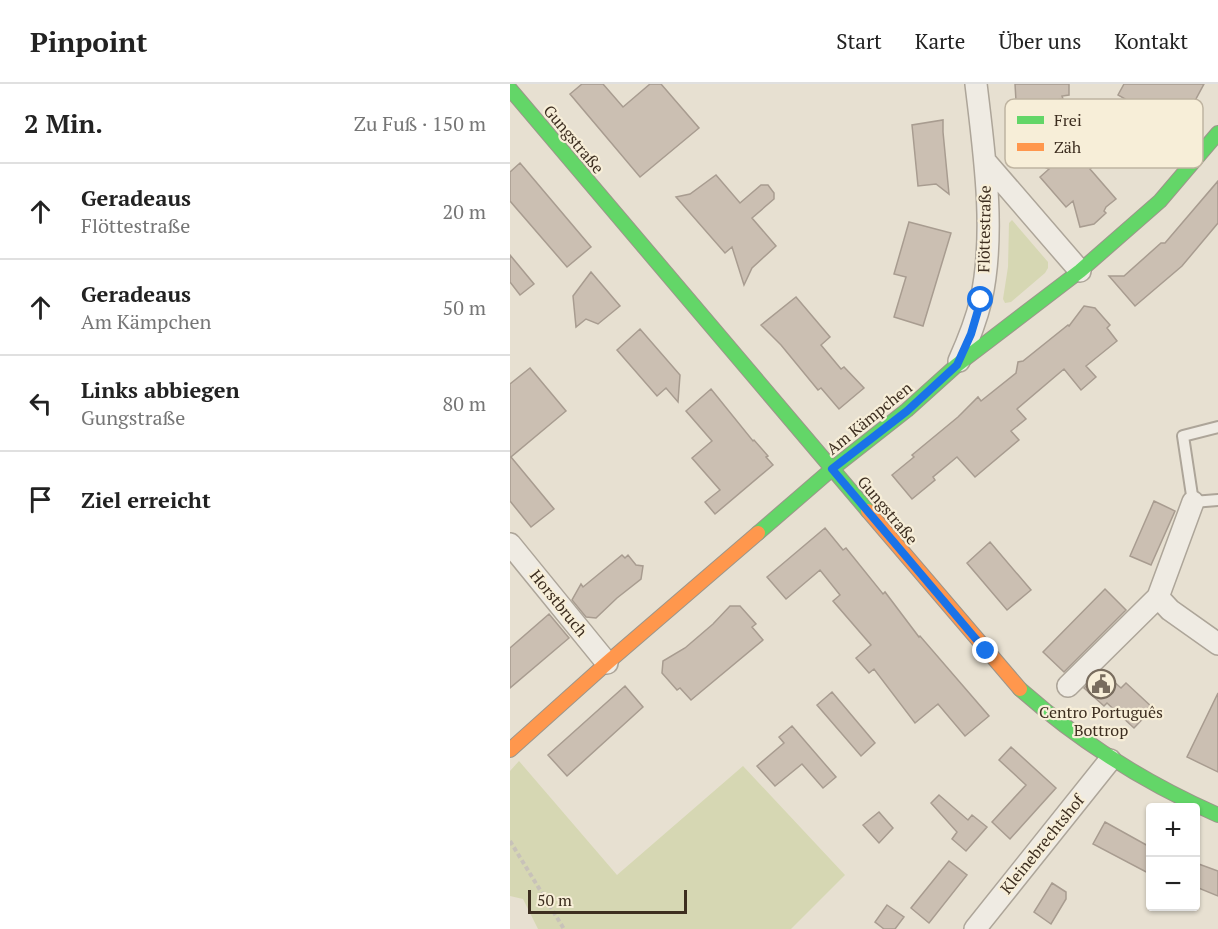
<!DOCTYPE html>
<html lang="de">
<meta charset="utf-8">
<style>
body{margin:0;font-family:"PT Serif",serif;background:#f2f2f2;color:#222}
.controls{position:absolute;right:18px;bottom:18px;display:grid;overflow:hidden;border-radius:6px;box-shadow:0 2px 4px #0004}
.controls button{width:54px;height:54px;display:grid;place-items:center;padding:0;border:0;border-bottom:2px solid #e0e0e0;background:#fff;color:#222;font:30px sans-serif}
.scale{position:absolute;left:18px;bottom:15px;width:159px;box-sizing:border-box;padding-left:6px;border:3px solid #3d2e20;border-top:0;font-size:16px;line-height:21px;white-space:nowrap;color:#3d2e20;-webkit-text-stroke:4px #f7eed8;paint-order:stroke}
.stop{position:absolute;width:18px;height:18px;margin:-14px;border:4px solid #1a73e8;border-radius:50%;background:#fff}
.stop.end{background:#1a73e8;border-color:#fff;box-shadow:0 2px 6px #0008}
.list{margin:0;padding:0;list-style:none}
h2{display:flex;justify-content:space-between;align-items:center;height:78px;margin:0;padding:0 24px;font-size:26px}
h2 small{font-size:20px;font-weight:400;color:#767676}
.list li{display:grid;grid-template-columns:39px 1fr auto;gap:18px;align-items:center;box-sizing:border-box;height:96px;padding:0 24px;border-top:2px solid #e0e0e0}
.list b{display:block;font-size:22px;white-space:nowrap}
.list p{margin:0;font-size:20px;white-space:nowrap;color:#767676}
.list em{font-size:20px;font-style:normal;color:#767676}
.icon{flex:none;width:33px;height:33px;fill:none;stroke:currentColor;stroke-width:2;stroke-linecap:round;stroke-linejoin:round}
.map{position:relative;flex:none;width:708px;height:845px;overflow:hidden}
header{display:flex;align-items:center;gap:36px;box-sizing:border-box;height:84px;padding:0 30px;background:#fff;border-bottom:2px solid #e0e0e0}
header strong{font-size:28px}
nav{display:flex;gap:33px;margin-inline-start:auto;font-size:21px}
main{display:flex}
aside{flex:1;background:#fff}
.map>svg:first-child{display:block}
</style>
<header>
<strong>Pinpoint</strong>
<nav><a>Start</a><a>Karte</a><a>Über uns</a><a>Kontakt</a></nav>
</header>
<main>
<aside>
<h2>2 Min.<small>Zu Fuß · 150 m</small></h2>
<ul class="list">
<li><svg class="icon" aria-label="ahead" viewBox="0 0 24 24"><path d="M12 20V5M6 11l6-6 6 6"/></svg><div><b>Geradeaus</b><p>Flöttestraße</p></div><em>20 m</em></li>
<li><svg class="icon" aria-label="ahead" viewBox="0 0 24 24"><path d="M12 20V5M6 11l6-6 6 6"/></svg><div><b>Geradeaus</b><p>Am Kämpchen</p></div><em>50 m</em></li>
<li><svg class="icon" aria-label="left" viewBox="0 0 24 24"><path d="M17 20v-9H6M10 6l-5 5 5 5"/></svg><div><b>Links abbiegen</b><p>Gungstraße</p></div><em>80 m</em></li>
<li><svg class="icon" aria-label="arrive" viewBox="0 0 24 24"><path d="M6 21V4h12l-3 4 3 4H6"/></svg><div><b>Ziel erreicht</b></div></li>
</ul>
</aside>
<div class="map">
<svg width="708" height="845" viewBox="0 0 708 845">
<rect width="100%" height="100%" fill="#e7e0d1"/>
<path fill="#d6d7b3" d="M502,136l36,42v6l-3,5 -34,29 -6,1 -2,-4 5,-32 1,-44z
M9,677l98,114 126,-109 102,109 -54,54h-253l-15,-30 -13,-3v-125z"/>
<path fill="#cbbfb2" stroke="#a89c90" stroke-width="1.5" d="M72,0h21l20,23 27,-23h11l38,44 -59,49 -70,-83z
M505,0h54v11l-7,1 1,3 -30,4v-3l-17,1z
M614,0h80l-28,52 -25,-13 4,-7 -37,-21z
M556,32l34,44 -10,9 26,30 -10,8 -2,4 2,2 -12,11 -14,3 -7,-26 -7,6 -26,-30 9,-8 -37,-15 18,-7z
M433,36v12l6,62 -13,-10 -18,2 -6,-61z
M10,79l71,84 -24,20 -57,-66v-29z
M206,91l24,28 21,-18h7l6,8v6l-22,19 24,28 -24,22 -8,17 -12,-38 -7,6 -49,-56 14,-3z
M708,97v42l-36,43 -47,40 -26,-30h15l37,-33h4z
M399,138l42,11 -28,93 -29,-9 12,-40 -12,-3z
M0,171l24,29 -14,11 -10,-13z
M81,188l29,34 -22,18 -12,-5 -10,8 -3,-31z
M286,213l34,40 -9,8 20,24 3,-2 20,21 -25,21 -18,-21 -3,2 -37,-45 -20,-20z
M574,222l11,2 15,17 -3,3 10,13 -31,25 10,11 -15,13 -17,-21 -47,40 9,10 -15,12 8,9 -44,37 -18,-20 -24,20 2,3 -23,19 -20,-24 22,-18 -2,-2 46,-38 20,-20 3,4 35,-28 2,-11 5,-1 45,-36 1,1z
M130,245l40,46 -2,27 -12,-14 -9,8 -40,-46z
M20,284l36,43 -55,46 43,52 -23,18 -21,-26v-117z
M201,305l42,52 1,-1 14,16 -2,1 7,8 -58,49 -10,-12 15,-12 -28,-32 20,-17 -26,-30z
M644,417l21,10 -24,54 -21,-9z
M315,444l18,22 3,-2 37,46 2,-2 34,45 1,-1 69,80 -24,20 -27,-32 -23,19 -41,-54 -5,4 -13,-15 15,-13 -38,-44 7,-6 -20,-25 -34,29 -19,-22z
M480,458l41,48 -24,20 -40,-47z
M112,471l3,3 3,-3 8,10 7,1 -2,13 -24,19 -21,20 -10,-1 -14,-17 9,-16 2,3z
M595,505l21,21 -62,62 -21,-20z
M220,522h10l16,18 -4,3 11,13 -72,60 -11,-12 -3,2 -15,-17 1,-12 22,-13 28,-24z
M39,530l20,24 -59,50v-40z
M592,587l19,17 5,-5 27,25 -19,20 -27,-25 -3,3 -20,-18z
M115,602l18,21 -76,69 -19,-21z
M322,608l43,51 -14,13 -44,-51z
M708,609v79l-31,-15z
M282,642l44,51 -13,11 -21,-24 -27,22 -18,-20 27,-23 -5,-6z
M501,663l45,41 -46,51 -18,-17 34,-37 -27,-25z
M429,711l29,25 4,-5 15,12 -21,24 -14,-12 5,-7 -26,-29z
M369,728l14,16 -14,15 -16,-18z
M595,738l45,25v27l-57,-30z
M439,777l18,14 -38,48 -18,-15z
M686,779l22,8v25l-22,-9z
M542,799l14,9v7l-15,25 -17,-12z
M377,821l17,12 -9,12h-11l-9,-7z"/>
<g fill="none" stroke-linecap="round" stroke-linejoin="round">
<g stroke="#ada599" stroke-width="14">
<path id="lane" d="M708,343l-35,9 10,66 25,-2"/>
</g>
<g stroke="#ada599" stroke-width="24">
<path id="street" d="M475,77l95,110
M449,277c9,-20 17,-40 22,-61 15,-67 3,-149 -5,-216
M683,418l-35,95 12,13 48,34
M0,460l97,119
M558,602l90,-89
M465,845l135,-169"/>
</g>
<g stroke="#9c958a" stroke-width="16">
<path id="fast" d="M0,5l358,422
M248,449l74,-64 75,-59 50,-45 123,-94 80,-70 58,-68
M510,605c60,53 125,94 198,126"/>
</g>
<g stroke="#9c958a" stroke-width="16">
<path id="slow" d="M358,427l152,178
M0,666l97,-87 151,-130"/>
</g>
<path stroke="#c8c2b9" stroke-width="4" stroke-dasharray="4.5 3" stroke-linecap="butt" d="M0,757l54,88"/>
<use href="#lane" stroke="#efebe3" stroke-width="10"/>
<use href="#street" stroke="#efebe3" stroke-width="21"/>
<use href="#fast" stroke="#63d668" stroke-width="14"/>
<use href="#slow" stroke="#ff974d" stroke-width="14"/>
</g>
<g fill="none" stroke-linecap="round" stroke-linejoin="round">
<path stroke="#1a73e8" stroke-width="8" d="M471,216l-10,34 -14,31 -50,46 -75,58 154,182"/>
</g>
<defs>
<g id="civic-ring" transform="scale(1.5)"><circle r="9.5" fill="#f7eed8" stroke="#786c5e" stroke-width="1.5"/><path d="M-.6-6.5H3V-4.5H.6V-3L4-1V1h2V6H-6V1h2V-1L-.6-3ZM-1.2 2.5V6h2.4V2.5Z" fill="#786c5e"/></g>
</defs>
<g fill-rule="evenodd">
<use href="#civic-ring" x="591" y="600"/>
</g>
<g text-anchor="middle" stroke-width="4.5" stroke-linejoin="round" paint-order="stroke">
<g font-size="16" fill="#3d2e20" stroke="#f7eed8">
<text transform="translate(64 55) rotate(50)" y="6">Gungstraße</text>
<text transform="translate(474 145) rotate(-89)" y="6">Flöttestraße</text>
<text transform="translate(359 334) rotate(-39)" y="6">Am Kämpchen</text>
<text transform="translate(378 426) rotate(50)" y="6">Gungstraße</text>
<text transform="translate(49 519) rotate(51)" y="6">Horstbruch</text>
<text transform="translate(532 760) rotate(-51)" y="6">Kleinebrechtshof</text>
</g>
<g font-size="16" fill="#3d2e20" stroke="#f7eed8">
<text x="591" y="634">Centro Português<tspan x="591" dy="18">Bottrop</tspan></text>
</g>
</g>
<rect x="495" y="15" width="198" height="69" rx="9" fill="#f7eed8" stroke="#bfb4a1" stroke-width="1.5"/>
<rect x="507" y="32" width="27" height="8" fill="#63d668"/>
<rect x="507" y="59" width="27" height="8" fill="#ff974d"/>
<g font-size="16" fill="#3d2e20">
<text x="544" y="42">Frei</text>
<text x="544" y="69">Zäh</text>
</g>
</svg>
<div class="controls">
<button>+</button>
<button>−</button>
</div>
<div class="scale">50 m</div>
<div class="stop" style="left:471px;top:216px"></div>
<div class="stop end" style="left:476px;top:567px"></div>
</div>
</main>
--
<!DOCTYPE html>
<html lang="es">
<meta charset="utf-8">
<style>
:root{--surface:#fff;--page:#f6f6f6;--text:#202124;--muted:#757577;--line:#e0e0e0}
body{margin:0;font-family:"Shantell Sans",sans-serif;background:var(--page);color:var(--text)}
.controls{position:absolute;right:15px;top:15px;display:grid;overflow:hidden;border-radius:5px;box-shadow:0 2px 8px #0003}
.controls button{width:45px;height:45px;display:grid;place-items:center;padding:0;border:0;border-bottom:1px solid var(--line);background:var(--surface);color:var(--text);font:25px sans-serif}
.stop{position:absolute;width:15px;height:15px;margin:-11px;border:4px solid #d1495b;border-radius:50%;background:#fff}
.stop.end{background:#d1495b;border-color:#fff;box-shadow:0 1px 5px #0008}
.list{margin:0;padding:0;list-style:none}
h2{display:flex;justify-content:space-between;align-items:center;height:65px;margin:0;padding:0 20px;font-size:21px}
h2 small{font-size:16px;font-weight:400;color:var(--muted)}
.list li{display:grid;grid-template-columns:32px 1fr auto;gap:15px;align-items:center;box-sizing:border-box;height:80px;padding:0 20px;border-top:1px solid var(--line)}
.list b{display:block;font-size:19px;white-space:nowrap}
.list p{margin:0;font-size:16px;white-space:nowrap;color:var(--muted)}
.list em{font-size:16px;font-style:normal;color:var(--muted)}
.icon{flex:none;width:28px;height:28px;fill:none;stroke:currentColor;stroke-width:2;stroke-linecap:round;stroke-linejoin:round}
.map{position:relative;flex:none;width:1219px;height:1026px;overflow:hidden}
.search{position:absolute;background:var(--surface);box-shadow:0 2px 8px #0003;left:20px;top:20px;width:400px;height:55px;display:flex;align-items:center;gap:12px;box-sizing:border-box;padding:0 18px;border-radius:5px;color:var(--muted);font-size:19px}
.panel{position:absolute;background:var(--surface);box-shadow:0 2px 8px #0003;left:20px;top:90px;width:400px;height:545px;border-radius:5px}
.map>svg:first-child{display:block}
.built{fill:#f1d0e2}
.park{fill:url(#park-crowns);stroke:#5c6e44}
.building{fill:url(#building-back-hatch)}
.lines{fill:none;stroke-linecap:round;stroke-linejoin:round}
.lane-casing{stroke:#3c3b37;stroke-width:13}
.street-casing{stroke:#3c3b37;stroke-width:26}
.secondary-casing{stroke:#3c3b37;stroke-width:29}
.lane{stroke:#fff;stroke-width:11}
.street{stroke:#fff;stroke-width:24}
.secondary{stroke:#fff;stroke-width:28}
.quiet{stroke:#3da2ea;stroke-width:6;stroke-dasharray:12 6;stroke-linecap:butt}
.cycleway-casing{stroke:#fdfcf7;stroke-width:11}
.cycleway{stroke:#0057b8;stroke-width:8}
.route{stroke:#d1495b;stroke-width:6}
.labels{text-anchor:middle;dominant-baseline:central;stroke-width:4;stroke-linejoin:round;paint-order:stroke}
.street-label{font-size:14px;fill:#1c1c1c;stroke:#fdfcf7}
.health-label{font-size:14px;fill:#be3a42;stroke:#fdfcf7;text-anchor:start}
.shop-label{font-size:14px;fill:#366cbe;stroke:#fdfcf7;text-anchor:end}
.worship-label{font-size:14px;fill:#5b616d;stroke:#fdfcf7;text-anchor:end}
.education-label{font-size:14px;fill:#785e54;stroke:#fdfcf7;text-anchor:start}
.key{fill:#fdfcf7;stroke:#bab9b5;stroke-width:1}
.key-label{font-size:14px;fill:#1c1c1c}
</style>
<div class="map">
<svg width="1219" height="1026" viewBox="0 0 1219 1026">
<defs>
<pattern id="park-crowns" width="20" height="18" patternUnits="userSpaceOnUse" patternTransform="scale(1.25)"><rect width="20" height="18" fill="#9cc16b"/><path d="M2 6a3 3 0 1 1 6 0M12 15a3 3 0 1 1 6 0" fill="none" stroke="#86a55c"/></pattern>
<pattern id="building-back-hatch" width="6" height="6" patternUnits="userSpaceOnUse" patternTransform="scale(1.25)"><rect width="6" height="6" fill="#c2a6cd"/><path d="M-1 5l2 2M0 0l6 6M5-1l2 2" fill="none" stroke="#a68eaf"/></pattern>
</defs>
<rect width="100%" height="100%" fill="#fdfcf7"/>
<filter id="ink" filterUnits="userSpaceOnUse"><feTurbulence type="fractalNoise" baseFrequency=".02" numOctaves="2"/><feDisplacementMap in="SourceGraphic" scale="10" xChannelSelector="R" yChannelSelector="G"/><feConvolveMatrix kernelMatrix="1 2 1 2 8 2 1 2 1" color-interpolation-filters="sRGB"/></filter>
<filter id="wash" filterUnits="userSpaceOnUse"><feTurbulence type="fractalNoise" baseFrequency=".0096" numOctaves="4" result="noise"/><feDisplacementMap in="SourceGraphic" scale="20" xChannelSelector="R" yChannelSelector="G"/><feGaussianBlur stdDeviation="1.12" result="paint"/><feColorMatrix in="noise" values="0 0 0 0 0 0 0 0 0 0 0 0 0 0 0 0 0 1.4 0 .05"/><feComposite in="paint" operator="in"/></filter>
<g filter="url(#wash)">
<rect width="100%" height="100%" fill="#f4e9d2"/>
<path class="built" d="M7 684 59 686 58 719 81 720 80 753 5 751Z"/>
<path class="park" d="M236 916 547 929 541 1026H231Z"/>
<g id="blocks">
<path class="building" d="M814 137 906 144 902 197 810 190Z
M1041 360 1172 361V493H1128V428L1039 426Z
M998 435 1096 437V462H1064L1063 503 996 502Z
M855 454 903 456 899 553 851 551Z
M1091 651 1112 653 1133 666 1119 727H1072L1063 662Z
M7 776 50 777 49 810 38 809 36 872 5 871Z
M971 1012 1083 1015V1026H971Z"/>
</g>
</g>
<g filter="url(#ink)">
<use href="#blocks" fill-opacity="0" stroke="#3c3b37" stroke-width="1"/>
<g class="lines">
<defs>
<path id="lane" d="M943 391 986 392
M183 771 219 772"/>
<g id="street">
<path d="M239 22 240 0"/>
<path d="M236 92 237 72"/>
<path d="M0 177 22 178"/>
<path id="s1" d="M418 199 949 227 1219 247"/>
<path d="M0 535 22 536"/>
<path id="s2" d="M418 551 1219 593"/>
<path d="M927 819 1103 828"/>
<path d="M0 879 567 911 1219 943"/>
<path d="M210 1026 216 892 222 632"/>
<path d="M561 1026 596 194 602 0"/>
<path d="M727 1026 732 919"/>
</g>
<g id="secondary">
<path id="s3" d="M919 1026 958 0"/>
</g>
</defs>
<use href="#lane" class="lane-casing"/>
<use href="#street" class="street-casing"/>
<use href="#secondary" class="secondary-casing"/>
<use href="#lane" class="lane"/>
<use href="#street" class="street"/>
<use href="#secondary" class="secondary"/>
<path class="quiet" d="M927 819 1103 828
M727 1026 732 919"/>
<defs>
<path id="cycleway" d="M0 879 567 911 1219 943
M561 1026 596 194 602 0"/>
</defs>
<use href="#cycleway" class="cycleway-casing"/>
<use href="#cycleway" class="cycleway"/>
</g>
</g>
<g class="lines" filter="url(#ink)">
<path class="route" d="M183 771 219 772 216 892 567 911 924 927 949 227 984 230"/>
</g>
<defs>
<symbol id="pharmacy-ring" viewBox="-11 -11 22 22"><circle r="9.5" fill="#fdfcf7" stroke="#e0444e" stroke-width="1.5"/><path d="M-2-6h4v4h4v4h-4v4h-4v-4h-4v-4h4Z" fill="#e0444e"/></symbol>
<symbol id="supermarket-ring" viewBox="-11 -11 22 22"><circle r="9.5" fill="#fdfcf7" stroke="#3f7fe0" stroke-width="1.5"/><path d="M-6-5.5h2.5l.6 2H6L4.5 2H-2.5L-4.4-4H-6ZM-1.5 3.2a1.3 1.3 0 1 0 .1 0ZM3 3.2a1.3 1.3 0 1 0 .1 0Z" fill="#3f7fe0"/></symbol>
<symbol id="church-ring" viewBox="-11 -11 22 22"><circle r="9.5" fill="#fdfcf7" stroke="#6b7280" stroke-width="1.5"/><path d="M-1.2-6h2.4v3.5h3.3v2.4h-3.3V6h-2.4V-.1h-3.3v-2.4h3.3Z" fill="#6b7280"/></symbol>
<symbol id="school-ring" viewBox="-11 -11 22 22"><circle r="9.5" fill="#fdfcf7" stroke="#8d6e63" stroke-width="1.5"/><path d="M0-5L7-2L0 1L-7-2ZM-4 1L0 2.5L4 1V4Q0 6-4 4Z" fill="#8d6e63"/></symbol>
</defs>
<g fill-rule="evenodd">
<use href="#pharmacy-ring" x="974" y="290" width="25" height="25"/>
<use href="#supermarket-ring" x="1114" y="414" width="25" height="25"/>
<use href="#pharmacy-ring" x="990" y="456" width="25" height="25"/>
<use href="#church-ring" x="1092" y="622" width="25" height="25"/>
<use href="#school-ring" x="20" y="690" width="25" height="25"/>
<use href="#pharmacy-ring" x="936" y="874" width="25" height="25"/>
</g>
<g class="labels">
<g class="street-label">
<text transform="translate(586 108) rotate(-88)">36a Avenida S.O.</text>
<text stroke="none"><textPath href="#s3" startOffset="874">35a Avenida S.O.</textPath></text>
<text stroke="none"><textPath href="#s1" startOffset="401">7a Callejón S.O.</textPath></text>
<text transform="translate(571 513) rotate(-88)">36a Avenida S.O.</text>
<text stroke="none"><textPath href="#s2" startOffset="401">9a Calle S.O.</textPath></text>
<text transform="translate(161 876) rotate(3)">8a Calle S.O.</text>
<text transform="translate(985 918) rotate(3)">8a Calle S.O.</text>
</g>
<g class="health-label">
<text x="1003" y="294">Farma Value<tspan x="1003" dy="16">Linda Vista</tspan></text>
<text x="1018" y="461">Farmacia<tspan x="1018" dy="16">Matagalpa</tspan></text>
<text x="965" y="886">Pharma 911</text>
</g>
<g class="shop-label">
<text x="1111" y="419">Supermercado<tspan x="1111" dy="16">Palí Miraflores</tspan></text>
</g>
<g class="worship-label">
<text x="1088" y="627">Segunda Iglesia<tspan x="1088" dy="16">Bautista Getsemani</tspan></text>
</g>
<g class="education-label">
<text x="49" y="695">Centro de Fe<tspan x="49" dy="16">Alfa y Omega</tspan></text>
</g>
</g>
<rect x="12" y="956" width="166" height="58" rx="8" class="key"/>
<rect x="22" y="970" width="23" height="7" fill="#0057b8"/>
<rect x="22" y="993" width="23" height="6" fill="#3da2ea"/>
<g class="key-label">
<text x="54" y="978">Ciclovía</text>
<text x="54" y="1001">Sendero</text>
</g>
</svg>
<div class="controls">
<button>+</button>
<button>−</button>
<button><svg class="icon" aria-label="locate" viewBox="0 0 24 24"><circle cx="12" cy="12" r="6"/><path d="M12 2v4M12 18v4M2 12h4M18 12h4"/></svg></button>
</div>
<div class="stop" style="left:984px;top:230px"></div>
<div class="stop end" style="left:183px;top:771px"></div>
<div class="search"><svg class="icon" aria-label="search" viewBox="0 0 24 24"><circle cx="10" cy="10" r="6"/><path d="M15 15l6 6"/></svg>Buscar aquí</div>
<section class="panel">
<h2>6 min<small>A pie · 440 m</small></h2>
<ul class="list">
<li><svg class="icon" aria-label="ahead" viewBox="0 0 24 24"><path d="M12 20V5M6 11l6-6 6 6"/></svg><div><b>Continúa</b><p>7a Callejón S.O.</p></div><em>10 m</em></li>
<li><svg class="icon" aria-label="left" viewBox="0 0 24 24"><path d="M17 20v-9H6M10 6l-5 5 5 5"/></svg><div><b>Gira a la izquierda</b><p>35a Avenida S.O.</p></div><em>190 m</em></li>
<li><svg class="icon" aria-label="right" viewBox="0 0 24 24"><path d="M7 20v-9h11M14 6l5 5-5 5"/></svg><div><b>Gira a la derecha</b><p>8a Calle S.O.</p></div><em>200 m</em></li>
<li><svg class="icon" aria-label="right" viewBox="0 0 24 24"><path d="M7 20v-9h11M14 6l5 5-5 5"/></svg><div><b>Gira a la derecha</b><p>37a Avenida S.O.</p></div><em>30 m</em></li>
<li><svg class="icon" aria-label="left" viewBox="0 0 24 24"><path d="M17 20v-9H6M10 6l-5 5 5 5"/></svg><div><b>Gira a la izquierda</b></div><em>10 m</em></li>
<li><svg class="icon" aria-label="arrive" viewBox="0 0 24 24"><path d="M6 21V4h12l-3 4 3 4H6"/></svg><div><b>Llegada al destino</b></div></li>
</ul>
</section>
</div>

**THE PROBLEM:**
Go through the data and copy every line that includes "normal".

**YOUR SOLUTION:**
.list em{font-size:20px;font-style:normal;color:#767676}
.list em{font-size:16px;font-style:normal;color:var(--muted)}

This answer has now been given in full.